RECORDED INFORMATION:
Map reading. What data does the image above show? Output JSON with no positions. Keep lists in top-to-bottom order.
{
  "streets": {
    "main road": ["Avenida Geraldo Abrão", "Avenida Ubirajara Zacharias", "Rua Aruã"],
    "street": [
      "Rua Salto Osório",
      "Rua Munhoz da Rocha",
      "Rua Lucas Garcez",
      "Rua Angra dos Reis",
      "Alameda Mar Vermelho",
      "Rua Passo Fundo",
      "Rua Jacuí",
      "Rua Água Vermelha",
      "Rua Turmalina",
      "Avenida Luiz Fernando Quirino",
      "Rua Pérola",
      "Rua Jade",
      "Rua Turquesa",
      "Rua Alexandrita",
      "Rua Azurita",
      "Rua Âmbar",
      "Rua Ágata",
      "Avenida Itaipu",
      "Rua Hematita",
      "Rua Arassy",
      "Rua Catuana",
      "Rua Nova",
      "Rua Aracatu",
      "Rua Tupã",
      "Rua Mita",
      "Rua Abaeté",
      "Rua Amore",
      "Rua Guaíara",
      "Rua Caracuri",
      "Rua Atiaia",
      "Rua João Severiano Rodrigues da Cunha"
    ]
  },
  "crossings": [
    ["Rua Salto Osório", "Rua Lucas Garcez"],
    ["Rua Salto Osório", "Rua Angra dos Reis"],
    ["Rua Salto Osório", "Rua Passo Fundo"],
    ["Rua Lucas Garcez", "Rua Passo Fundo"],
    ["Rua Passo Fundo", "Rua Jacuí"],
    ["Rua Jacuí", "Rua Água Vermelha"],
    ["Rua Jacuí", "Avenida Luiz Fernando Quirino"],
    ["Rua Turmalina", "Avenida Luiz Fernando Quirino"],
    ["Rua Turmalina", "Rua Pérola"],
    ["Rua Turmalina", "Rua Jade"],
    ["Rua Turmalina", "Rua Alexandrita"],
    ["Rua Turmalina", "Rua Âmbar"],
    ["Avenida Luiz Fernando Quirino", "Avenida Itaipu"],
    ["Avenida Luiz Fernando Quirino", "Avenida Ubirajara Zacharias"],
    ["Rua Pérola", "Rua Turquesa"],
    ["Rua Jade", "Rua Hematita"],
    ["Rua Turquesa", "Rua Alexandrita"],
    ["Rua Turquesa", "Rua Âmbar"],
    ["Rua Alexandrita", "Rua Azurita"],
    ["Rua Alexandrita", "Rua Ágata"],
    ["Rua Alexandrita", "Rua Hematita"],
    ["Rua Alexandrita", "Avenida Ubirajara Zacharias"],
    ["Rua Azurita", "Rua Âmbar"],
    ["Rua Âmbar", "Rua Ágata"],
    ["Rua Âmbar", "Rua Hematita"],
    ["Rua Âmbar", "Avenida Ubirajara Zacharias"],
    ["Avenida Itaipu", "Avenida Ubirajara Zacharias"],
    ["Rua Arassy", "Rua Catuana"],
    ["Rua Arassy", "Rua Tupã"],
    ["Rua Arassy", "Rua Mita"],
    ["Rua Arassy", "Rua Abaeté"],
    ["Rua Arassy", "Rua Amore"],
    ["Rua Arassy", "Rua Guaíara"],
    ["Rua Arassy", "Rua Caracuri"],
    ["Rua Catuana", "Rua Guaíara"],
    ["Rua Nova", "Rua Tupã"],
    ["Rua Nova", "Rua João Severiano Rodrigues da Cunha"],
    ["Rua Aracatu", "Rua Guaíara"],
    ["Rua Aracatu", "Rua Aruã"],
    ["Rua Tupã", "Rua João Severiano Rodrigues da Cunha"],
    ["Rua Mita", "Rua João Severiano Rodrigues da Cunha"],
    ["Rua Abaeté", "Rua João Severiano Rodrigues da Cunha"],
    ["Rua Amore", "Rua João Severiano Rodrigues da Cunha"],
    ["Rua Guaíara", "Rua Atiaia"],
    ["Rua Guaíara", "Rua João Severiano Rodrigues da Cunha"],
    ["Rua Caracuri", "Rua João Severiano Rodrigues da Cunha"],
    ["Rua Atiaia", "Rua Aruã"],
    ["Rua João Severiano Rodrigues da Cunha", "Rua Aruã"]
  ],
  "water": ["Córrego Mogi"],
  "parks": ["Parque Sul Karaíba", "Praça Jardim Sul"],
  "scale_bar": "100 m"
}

WHAT YOU ARE ASKED TO DO: Looking at the entries above, work out how many lines contain the word "Rodrigues", then reply with only that figure.

EXERCISE ANSWER: 9